EXERCISE GOAL
Every line holding the string "place" is to be copied from the entries below.

[Collected data]

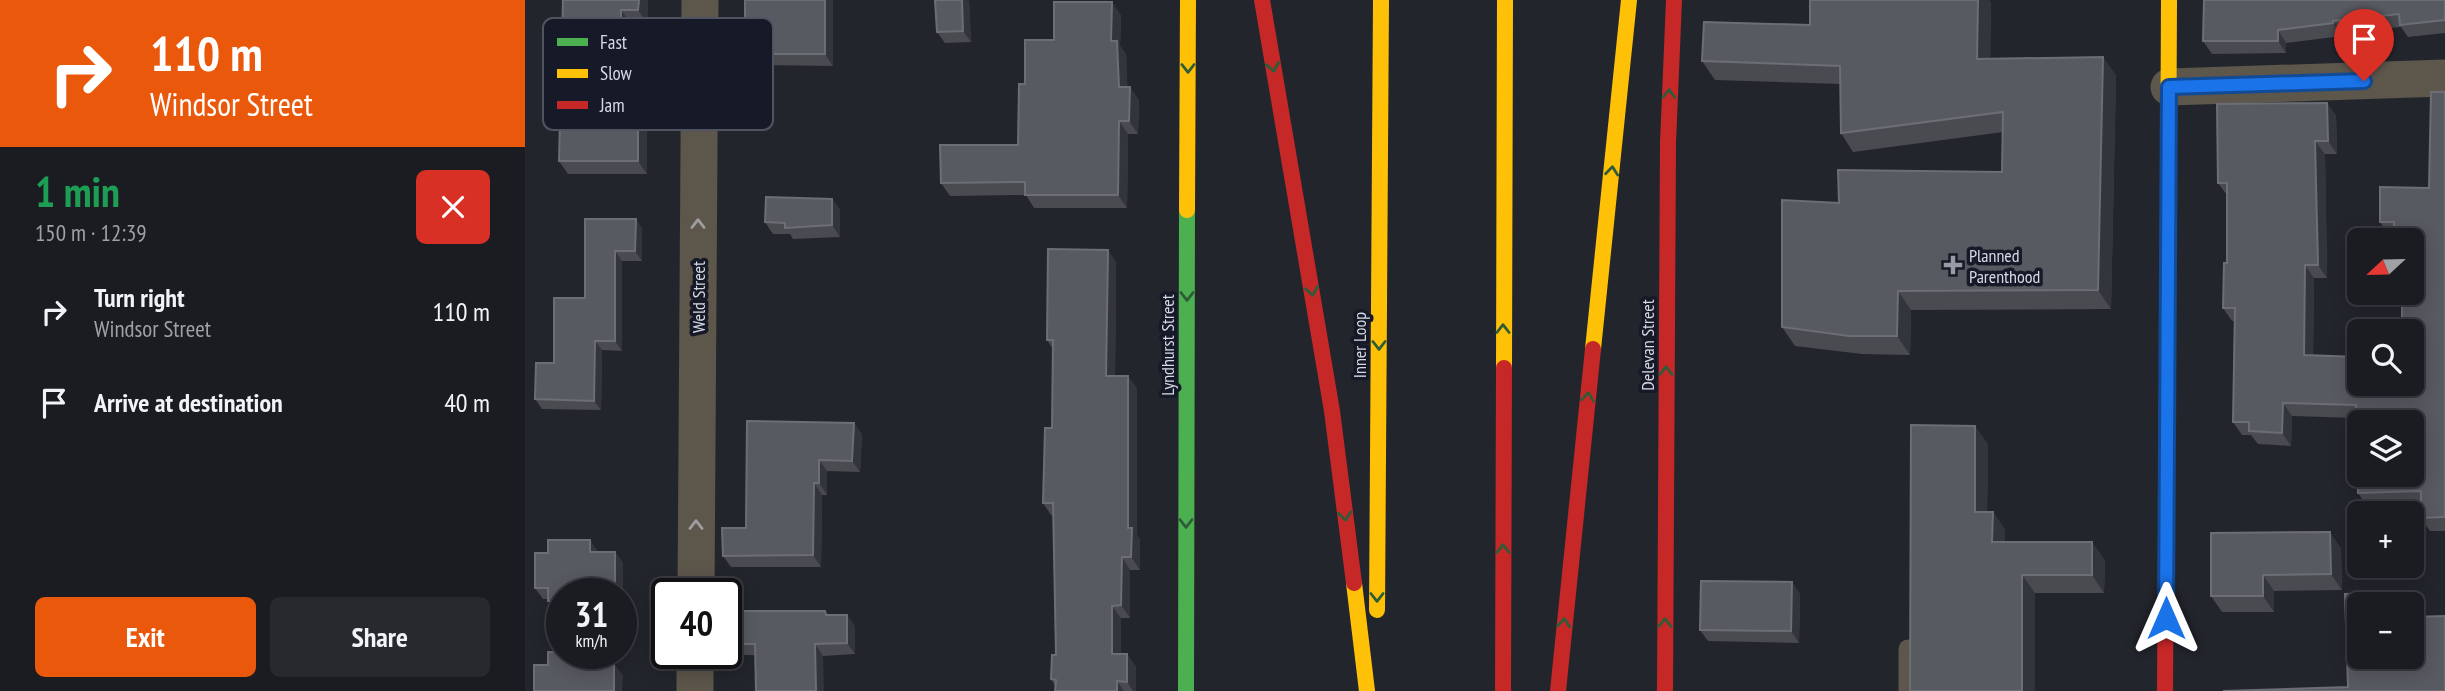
<!DOCTYPE html>
<html lang="en">
<head>
<meta charset="utf-8">
<style>
	body { margin:0; font-family:"PT Sans Narrow",sans-serif; background:#27292f; color:#f1f3f6; height:100vh; display:flex; flex-direction:column; font-size:26px; white-space:nowrap }
	* { box-sizing:border-box; margin:0 }
	p { font-size:23px; color:#9fa1a5 }
	.icon { flex:none; width:38px; height:38px; fill:none; stroke:currentColor; stroke-width:2; stroke-linecap:round; stroke-linejoin:round }
	.map { position:relative; flex:1; overflow:hidden }
	.panel { display:flex; flex-direction:column; background:#1a1c22; width:525px }
	.panel>* { flex:none }
	.banner { background:#ea580c; color:#fff; overflow:hidden }
	.needle { width:46px; rotate:248deg }
	.controls { position:absolute; left:1822px; top:228px; display:grid; gap:14px }
	.controls a { display:grid; place-items:center; width:77px; height:77px; border-radius:10px; background:#1a1c22; box-shadow:0 4px 18px #0003,0 0 0 2px #383a40; font-size:35px }
	.speed { position:absolute; left:21px; top:578px; display:flex; gap:14px; font-size:35px; font-weight:700; text-align:center }
	.speed>* { display:grid; place-content:center; width:91px; height:91px; border-radius:50%; background:#1a1c22; box-shadow:0 4px 18px #0003,0 0 0 2px #383a40; line-height:1 }
	.speed small { font-size:18px; font-weight:400 }
	.speed .limit { border:4px solid #111; border-radius:10px; background:#fff; color:#111 }
	.pin { position:absolute; display:grid; place-items:center; width:60px; height:60px; color:#fff; margin:-72px -30px; border-radius:50% 50% 50% 0; rotate:-45deg; box-shadow:0 0 7px #0007 }
	.pin .icon { rotate:45deg }
	.me { position:absolute; width:77px; margin:-38px; rotate:0deg; stroke-linejoin:round; filter:drop-shadow(0 0 5px #0008) }
	.turn { display:flex; align-items:center; gap:24px; height:147px; padding:0 35px; font-size:32px }
	.turn .icon { width:91px; height:91px; stroke-width:2.5 }
	.turn b { display:block; font-size:49px; line-height:60px }
	.round { display:grid; place-items:center; flex:none; width:74px; height:74px; border-radius:10px; background:#27292f }
	.head { display:flex; align-items:center; justify-content:space-between; height:119px; padding:0 35px }
	h1 { font-size:42px; font-weight:700; line-height:52px; color:#1e9e55 }
	.button { display:flex; gap:14px; margin-top:auto; padding:14px 35px }
	.button a { flex:1; height:80px; border-radius:10px; background:#ea580c; color:#fff; font-size:28px; font-weight:700; line-height:80px; text-align:center }
	.button a+a { background:#27292f; color:#f1f3f6 }
	ul { padding:0; list-style:none }
	li { display:flex; align-items:center; gap:21px; height:91px; padding:0 35px }
	li div { flex:1 }
	li b { display:block; font-size:26px }
	li em { font-style:normal }
	main { display:flex; flex:1; min-height:0 }
	.map>svg:first-child { display:block }
</style>
</head>
<body>
<main>
<section class="panel">
<div class="banner">
<div class="turn"><svg class="icon" aria-label="right" viewBox="0 0 24 24"><path d="M7 20v-9h11M14 6l5 5-5 5"/></svg><div><b>110 m</b>Windsor Street</div></div>
</div>
<div class="head"><div><h1>1 min</h1><p>150 m · 12:39</p></div><a class="round" style="background:#d93025;color:#fff"><svg class="icon" aria-label="close" viewBox="0 0 24 24"><path d="M6 6l12 12M18 6L6 18"/></svg></a></div>
<ul>
<li><svg class="icon" aria-label="right" viewBox="0 0 24 24"><path d="M7 20v-9h11M14 6l5 5-5 5"/></svg><div><b>Turn right</b><p>Windsor Street</p></div><em>110 m</em></li>
<li><svg class="icon" aria-label="arrive" viewBox="0 0 24 24"><path d="M6 21V4h12l-3 4 3 4H6"/></svg><div><b>Arrive at destination</b></div><em>40 m</em></li>
</ul>
<div class="button"><a>Exit</a><a>Share</a></div>
</section>
<div class="map">
<svg width="1920" height="691" viewBox="0 0 1920 691">
	<rect width="100%" height="100%" fill="#23252d"/>
	<g fill="none" stroke-linecap="round" stroke-linejoin="round">
		<polyline stroke="#5c564b" stroke-width="19" points="1383,691 1383,649"/>
		<g stroke="#5c564b" stroke-width="37">
			<polyline points="1644,87 1920,78"/>
			<polyline points="171,593 175,0"/>
			<polyline points="170,691 170,653"/>
		</g>
		<polyline stroke="#4caf50" stroke-width="16" points="661,691 662,210"/>
		<g stroke="#ffc107" stroke-width="16">
			<polyline points="662,210 663,0"/>
			<polyline points="1643,213 1644,0"/>
			<polyline points="1068,349 1104,0"/>
			<polyline points="979,368 980,0"/>
			<polyline points="829,583 842,691"/>
			<polyline points="852,610 856,0"/>
		</g>
		<g stroke="#c62828" stroke-width="16">
			<polyline points="737,0 807,411 829,583"/>
			<polyline points="978,691 979,368"/>
			<polyline points="1033,691 1068,349"/>
			<polyline points="1140,691 1143,143 1149,0"/>
			<polyline points="1640,691 1643,213"/>
		</g>
	</g>
	<g fill="#494b51">
		<polygon points="38,0 123,0 122,23 105,22 105,66 130,79 130,126 122,126 122,174 43,174 34,161"/>
		<polygon points="220,0 308,0 308,66 236,65 228,54 228,45 220,33"/>
		<polygon points="444,0 446,42 420,43 412,32"/>
		<polygon points="1285,0 1464,0 1466,3 1465,59 1591,75 1586,309 1386,310 1385,355 1337,354 1270,346 1257,327 1314,203 1477,172 1478,132 1328,152 1316,133 1315,84 1190,80 1177,61 1285,25"/>
		<polygon points="1920,0 1920,33 1883,37 1876,27 1817,33 1817,36 1761,43 1761,53 1687,54 1678,41"/>
		<polygon points="596,15 595,46 601,54 602,87 614,100 613,134 603,134 602,208 509,208 501,195 425,196 416,183 493,145 500,84 529,40"/>
		<polygon points="1920,92 1920,531 1905,531 1896,518 1896,505 1842,506 1833,493 1832,418 1767,416 1766,446 1733,444 1726,435 1717,435 1708,422 1709,321 1707,321 1698,308 1702,263 1702,195 1693,183 1802,103 1811,116 1812,154 1800,154 1802,278 1789,278 1788,356 1886,383 1886,292 1869,235 1864,235 1855,222 1904,188"/>
		<polygon points="307,199 315,210 315,237 268,239 265,234 248,234 240,222"/>
		<polygon points="111,219 117,229 117,261 97,261 97,351 77,350 76,410 17,409 10,399 60,298"/>
		<polygon points="591,262 590,376 612,388 612,535 615,540 615,570 605,570 605,618 596,618 596,654 602,654 611,667 611,691 530,691 530,686 526,679 531,655 528,515 526,515 518,503 527,428 528,349 522,340"/>
		<polygon points="222,421 337,434 335,472 302,471 302,495 297,495 296,567 206,567 198,556 221,528"/>
		<polygon points="1463,444 1462,512 1468,512 1480,530 1480,542 1580,560 1579,593 1510,593 1510,691 1385,691"/>
		<polygon points="1686,533 1816,548 1817,590 1749,591 1749,612 1697,612 1686,596"/>
		<polygon points="65,540 73,552 90,552 98,563 98,601 96,601 96,593 37,593 37,612 31,612 23,599 18,599 10,588 23,553"/>
		<polygon points="1267,582 1275,594 1274,643 1183,641 1175,630"/>
		<polygon points="300,611 303,615 330,626 330,654 298,656 218,655 210,644"/>
	</g>
	<g fill="#33353c">
		<polygon points="114,0 123,0 122,23 113,10"/>
		<polygon points="300,0 308,0 308,66 300,54"/>
		<polygon points="437,0 444,0 446,42 438,31"/>
		<polygon points="1453,0 1464,0 1466,3 1465,77 1452,59"/>
		<polygon points="587,2 596,15 595,46 601,54 603,100 594,87 586,41"/>
		<polygon points="96,10 105,22 105,79 96,66"/>
		<polygon points="1808,21 1817,33 1817,36 1808,23"/>
		<polygon points="1753,30 1761,43 1761,53 1753,41"/>
		<polygon points="1578,57 1591,75 1586,309 1573,290"/>
		<polygon points="121,66 130,79 130,126 121,113"/>
		<polygon points="605,87 614,100 613,134 604,121"/>
		<polygon points="1802,103 1811,116 1812,154 1803,141"/>
		<polygon points="113,113 122,126 122,174 113,161"/>
		<polygon points="594,121 603,134 602,208 593,195"/>
		<polygon points="1790,141 1800,154 1802,278 1793,265"/>
		<polygon points="307,199 315,210 315,237 307,225"/>
		<polygon points="111,219 117,229 117,261 110,251"/>
		<polygon points="583,250 591,262 590,388 581,376"/>
		<polygon points="90,251 97,261 97,351 90,341"/>
		<polygon points="1780,265 1789,278 1788,368 1779,355"/>
		<polygon points="1373,291 1386,310 1385,355 1372,336"/>
		<polygon points="70,341 77,350 76,410 69,401"/>
		<polygon points="603,376 612,388 612,535 615,540 615,570 606,557 603,528"/>
		<polygon points="1758,403 1767,416 1766,446 1757,433"/>
		<polygon points="329,423 337,434 335,472 327,461"/>
		<polygon points="1450,426 1463,444 1462,530 1450,512"/>
		<polygon points="294,460 302,471 302,495 294,483"/>
		<polygon points="289,483 297,495 296,567 288,555"/>
		<polygon points="1468,512 1480,530 1480,560 1467,542"/>
		<polygon points="1805,532 1816,548 1817,590 1806,574"/>
		<polygon points="65,540 73,552 65,552"/>
		<polygon points="1567,542 1580,560 1579,593 1567,575"/>
		<polygon points="90,552 98,563 98,601 96,598 96,593 93,593 90,590"/>
		<polygon points="597,557 605,570 605,618 596,605"/>
		<polygon points="1497,575 1510,593 1510,691 1497,691"/>
		<polygon points="1738,575 1749,591 1749,612 1738,596"/>
		<polygon points="1267,582 1275,594 1274,643 1266,631"/>
		<polygon points="1858,593 1865,604 1858,604"/>
		<polygon points="587,606 596,618 596,667 587,654"/>
		<polygon points="322,615 330,626 330,654 322,643"/>
		<polygon points="290,644 298,656 299,691 291,691"/>
		<polygon points="65,653 73,664 65,664"/>
		<polygon points="602,654 611,667 611,691 608,691 602,682"/>
		<polygon points="89,664 98,675 97,691 89,691"/>
		<polygon points="592,681 599,691 592,691"/>
	</g>
	<g fill="#585a61" stroke="#6c6e75" stroke-width="2" fill-rule="evenodd">
		<polygon points="38,0 114,0 113,10 96,10 96,66 121,66 121,113 113,113 113,161 34,161"/>
		<polygon points="220,0 300,0 300,54 228,54 228,33 220,33"/>
		<polygon points="410,0 437,0 438,31 412,32"/>
		<polygon points="1285,0 1453,0 1452,59 1578,57 1573,290 1373,291 1372,336 1324,336 1257,327 1257,200 1314,203 1313,170 1477,172 1478,112 1316,133 1315,66 1177,61 1179,22 1285,25"/>
		<polygon points="1679,0 1920,0 1920,20 1875,25 1874,14 1808,21 1808,23 1753,30 1753,41 1678,41"/>
		<polygon points="529,2 587,2 586,41 592,41 594,87 605,87 604,121 594,121 593,195 500,195 500,182 416,183 415,145 493,145 494,84 500,84 500,40 529,40"/>
		<path d="M1906 92H1920V517L1896 518V491L1833 493 1831 405 1758 403 1757 433 1724 431V422H1708L1710 308H1698L1699 263H1702V183H1693L1692 104 1802 103 1803 141H1790L1793 265H1780L1779 355 1834 357V383H1886V331H1877V292H1886V240H1869V222H1855V187L1904 188ZM1834 422H1886V474H1834Z"/>
		<polygon points="241,197 307,199 307,225 260,228 260,223 240,222"/>
		<polygon points="60,219 111,219 110,251 90,251 90,341 70,341 69,401 10,399 11,363 29,363 29,298 60,298"/>
		<polygon points="523,249 583,250 581,376 603,376 603,528 607,528 606,557 597,557 596,605 587,606 587,654 602,654 602,682 592,681 592,691 530,691 531,680 526,679 527,655 531,655 528,503 518,503 520,428 527,428 528,340 522,340"/>
		<polygon points="222,421 329,423 327,461 294,460 294,483 289,483 288,555 198,556 197,528 221,528"/>
		<polygon points="1386,425 1450,426 1450,512 1468,512 1467,542 1567,542 1567,575 1497,575 1497,691 1385,691"/>
		<polygon points="1805,532 1806,574 1738,575 1738,596 1686,596 1686,533"/>
		<polygon points="23,540 65,540 65,552 90,552 90,590 66,590 66,593 37,593 37,601 23,601 23,588 10,588 10,553 23,553"/>
		<polygon points="1176,581 1267,582 1266,631 1175,630"/>
		<polygon points="1858,593 1858,604 1834,604 1834,656 1886,656 1886,617 1920,616 1920,691 1698,691 1823,687 1820,594"/>
		<polygon points="210,611 300,611 301,615 322,615 322,643 290,644 291,691 231,691 230,644 210,644"/>
		<polygon points="23,652 65,653 65,664 89,664 89,691 9,691 9,665 23,665"/>
	</g>
	<defs><path id="oneway-chevron" d="M-2-3.5L2.5 0L-2 3.5" fill="none" stroke-width="1.6" stroke-linecap="round" stroke-linejoin="round" transform="scale(1.75)"/></defs>
	<g stroke="#2e5c39">
		<use href="#oneway-chevron" transform="translate(748 67) rotate(80)"/>
		<use href="#oneway-chevron" transform="translate(663 68) rotate(90)"/>
		<use href="#oneway-chevron" transform="translate(1144 94) rotate(-88)"/>
		<use href="#oneway-chevron" transform="translate(1087 171) rotate(-84)"/>
		<use href="#oneway-chevron" transform="translate(787 291) rotate(80)"/>
		<use href="#oneway-chevron" transform="translate(662 296) rotate(90)"/>
		<use href="#oneway-chevron" transform="translate(978 329) rotate(-90)"/>
		<use href="#oneway-chevron" transform="translate(854 345) rotate(90)"/>
		<use href="#oneway-chevron" transform="translate(1141 371) rotate(-90)"/>
		<use href="#oneway-chevron" transform="translate(1063 397) rotate(-84)"/>
		<use href="#oneway-chevron" transform="translate(820 516) rotate(83)"/>
		<use href="#oneway-chevron" transform="translate(661 523) rotate(90)"/>
		<use href="#oneway-chevron" transform="translate(978 549) rotate(-90)"/>
		<use href="#oneway-chevron" transform="translate(852 597) rotate(90)"/>
		<use href="#oneway-chevron" transform="translate(1039 623) rotate(-85)"/>
		<use href="#oneway-chevron" transform="translate(1140 623) rotate(-90)"/>
	</g>
	<g stroke="#a09f9f">
		<use href="#oneway-chevron" transform="translate(173 224) rotate(-90)"/>
		<use href="#oneway-chevron" transform="translate(171 525) rotate(-90)"/>
	</g>
	<g fill="none" stroke-linecap="round" stroke-linejoin="round">
		<g stroke="#114b97" stroke-width="18">
			<polyline id="route" points="1641,618 1644,87 1839,81"/>
		</g>
		<use href="#route" stroke="#1a73e8" stroke-width="12"/>
	</g>
	<path fill="#989ba4" stroke="#161927" stroke-width="2.5" d="M1424.5 254.5h7v7h7v7h-7v7h-7v-7h-7v-7h7z"/>
	<g text-anchor="middle" dominant-baseline="central" stroke-width="7" stroke-linejoin="round" paint-order="stroke">
		<g font-size="18" fill="#d7dae4" stroke="#161927" text-anchor="start">
			<text x="1444" y="255">Planned<tspan x="1444" dy="21">Parenthood</tspan></text>
		</g>
		<g font-size="18" fill="#d7dae4" stroke="#161927">
			<text transform="translate(173 297) rotate(-90)">Weld Street</text>
			<text transform="translate(642 345) rotate(-90)">Lyndhurst Street</text>
			<text transform="translate(834 345) rotate(-90)">Inner Loop</text>
			<text transform="translate(1122 345) rotate(-90)">Delevan Street</text>
		</g>
	</g>
	<rect x="18" y="18" width="230" height="112" rx="10" fill="#161927" stroke="#505360" stroke-width="2"/>
	<rect x="32" y="38" width="31" height="8" fill="#4caf50"/>
	<rect x="32" y="69" width="31" height="9" fill="#ffc107"/>
	<rect x="32" y="101" width="31" height="8" fill="#c62828"/>
	<g font-size="19" fill="#d7dae4">
		<text x="75" y="49">Fast</text>
		<text x="75" y="80">Slow</text>
		<text x="75" y="112">Jam</text>
	</g>
</svg>
<div class="controls">
<a><svg class="needle" viewBox="-14 -14 28 28"><path d="M0-13l5 13h-10z" fill="#e53935"/><path d="M0 13l5-13h-10z" fill="#9fa1a5"/></svg></a>
<a><svg class="icon" aria-label="search" viewBox="0 0 24 24"><circle cx="10" cy="10" r="6"/><path d="M15 15l6 6"/></svg></a>
<a><svg class="icon" aria-label="layers" viewBox="0 0 24 24"><path d="M12 4l9 5-9 5-9-5zM3 14l9 5 9-5"/></svg></a>
<a>+</a>
<a>−</a>
</div>
<div class="speed"><div>31<small>km/h</small></div><div class="limit">40</div></div>
<div class="pin" style="left:1839px;top:81px;background:#d93025"><svg class="icon" aria-label="arrive" viewBox="0 0 24 24"><path d="M6 21V4h12l-3 4 3 4H6"/></svg></div>
<svg class="me" style="left:1641px;top:618px" viewBox="-20 -20 40 40"><path d="M0-17L14 15 0 8-14 15z" fill="#1a73e8" stroke="#fff" stroke-width="4"/></svg>
</div>
</main>
</body>
</html>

TASK ANSWER
	.controls a { display:grid; place-items:center; width:77px; height:77px; border-radius:10px; background:#1a1c22; box-shadow:0 4px 18px #0003,0 0 0 2px #383a40; font-size:35px }
	.speed>* { display:grid; place-content:center; width:91px; height:91px; border-radius:50%; background:#1a1c22; box-shadow:0 4px 18px #0003,0 0 0 2px #383a40; line-height:1 }
	.pin { position:absolute; display:grid; place-items:center; width:60px; height:60px; color:#fff; margin:-72px -30px; border-radius:50% 50% 50% 0; rotate:-45deg; box-shadow:0 0 7px #0007 }
	.round { display:grid; place-items:center; flex:none; width:74px; height:74px; border-radius:10px; background:#27292f }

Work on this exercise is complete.